Supplied records ::

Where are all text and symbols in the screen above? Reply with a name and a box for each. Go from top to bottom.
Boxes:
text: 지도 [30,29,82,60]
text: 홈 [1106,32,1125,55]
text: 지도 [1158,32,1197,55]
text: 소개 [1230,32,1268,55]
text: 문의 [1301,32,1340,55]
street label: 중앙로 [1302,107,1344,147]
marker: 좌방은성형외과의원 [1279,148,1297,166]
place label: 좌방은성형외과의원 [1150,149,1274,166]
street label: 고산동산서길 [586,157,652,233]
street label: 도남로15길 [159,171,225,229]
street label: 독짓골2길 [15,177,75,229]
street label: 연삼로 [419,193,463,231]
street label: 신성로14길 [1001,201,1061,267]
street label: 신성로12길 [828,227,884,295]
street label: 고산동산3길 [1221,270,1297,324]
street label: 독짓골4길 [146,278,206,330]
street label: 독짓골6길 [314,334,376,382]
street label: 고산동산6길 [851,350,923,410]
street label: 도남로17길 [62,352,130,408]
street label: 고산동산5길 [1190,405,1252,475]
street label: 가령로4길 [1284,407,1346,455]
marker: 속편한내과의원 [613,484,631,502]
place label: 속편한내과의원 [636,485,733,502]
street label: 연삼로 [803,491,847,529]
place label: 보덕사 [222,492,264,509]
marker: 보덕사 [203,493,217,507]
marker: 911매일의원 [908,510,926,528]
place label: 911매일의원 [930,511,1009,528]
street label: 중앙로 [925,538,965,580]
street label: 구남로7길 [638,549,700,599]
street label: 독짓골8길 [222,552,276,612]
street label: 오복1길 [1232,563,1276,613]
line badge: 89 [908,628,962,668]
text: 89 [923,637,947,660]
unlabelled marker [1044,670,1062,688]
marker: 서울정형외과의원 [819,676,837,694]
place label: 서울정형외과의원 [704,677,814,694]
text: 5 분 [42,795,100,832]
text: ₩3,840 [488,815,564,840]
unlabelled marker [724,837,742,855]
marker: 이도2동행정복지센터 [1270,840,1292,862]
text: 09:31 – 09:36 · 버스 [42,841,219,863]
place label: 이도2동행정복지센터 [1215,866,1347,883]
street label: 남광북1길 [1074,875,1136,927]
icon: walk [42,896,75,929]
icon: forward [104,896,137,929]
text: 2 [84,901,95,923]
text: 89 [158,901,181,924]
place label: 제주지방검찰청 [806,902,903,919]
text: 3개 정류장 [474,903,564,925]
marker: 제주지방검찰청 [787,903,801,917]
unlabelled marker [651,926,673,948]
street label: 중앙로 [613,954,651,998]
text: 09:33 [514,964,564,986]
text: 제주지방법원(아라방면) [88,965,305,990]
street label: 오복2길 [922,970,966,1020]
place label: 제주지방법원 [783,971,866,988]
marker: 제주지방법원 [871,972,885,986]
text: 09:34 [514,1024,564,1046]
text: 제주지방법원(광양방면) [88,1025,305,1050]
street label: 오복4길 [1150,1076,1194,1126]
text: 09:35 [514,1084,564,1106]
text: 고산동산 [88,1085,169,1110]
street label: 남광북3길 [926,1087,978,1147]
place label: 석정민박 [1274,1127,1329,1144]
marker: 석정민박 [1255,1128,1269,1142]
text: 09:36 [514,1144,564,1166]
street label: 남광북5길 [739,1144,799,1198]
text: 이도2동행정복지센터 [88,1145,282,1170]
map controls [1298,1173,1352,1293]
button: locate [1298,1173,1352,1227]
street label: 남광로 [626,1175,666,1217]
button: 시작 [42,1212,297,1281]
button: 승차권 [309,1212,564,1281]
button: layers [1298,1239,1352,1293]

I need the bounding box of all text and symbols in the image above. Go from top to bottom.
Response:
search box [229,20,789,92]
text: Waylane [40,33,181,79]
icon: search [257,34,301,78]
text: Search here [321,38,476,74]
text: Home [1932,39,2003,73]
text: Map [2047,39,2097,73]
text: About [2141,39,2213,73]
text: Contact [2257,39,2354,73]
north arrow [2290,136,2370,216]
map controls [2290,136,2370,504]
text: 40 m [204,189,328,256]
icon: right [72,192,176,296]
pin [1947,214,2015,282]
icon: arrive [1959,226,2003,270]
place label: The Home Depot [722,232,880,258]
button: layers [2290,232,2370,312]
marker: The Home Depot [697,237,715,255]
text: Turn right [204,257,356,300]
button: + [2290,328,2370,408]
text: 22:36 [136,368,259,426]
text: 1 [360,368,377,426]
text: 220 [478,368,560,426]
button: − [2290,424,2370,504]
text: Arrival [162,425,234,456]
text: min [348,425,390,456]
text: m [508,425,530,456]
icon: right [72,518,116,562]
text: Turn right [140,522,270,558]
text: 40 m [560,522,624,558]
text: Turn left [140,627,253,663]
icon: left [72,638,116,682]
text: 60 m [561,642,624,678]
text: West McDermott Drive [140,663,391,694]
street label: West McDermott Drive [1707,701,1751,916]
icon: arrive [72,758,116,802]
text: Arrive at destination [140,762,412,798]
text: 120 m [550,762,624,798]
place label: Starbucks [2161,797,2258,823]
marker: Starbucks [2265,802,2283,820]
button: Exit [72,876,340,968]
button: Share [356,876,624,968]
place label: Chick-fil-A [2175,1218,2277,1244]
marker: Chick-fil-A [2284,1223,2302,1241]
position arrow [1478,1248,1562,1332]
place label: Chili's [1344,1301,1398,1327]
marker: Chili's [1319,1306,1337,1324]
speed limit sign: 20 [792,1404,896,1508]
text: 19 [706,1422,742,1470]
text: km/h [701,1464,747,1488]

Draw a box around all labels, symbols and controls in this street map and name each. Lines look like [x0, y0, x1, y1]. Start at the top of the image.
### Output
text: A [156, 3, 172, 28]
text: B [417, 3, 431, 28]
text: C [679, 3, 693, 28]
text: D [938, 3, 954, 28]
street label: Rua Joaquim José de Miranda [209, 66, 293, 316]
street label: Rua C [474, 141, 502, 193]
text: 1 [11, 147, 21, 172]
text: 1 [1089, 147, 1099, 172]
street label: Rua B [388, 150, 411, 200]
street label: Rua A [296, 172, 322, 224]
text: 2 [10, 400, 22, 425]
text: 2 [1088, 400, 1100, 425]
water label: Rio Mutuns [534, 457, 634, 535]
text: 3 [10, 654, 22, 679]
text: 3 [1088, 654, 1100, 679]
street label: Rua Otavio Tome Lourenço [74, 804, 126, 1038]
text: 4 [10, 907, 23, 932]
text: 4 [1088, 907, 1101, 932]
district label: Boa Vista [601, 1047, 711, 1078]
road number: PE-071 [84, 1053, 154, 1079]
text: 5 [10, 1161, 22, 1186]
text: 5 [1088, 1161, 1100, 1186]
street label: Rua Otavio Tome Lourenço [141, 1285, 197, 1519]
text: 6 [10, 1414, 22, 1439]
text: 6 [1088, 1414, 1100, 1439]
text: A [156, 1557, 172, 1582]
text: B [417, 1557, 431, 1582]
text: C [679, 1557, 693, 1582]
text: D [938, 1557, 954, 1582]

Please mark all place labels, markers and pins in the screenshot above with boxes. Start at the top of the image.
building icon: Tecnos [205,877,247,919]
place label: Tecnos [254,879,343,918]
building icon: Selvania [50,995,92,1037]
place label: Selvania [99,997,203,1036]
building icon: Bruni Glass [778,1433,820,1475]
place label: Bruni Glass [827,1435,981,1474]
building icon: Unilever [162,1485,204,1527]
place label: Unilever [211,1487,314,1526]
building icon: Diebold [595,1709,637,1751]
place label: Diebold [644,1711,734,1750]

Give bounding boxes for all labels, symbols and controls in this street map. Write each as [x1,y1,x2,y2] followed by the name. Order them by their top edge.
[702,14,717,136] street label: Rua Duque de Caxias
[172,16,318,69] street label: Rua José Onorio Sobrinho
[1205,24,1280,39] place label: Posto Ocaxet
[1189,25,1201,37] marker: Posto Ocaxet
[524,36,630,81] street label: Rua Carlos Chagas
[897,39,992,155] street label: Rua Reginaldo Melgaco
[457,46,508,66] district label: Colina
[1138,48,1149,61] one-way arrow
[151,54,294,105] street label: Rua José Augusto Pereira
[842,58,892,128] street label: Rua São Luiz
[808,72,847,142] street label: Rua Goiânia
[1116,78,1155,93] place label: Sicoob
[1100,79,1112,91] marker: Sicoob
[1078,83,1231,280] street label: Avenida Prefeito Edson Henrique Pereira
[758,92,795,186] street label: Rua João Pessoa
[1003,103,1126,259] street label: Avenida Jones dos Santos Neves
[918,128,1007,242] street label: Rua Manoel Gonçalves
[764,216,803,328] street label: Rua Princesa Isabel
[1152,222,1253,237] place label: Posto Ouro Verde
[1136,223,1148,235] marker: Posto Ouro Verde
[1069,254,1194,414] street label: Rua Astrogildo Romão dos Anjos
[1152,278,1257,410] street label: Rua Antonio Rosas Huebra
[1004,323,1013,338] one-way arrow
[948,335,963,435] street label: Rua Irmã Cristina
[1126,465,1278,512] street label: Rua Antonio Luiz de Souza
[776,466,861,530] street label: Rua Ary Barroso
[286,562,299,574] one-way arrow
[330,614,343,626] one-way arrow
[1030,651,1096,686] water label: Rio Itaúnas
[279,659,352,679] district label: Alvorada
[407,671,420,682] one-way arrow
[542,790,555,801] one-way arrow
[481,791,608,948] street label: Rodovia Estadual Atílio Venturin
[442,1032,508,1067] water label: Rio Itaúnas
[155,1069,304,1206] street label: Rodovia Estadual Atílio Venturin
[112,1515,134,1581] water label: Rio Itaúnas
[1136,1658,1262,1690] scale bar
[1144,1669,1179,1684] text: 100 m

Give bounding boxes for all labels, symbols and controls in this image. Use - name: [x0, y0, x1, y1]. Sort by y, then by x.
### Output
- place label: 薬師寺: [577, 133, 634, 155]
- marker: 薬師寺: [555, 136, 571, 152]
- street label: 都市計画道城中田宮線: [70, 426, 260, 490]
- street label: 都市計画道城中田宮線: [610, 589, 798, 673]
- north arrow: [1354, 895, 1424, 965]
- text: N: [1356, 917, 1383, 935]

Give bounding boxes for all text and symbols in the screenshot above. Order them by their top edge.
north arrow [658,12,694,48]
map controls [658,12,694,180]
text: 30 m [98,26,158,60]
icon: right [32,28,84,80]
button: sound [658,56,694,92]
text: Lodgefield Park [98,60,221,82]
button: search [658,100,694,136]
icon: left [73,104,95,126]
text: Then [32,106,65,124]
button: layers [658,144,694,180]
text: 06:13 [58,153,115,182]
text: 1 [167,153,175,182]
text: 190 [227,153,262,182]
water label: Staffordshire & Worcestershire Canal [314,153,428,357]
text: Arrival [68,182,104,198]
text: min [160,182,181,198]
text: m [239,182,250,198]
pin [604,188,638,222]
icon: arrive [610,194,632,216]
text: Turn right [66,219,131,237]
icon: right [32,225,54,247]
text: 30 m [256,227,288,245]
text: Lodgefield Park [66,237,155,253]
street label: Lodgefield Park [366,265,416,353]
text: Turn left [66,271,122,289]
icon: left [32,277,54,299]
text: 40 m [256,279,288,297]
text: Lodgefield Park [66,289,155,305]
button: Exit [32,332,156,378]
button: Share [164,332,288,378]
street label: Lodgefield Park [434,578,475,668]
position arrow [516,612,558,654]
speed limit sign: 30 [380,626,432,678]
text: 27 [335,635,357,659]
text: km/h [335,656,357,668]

Your assignment :: What lines of the material above contain "Order"? Return each of them.

Exercise output ::
Give bounding boxes for all labels, symbols and controls in this street map. Write each as [x1,y1,x2,y2] followed by the name. Order them by their top edge.
Give bounding boxes for all text and symbols in the screenshot above. Order them by their top edge.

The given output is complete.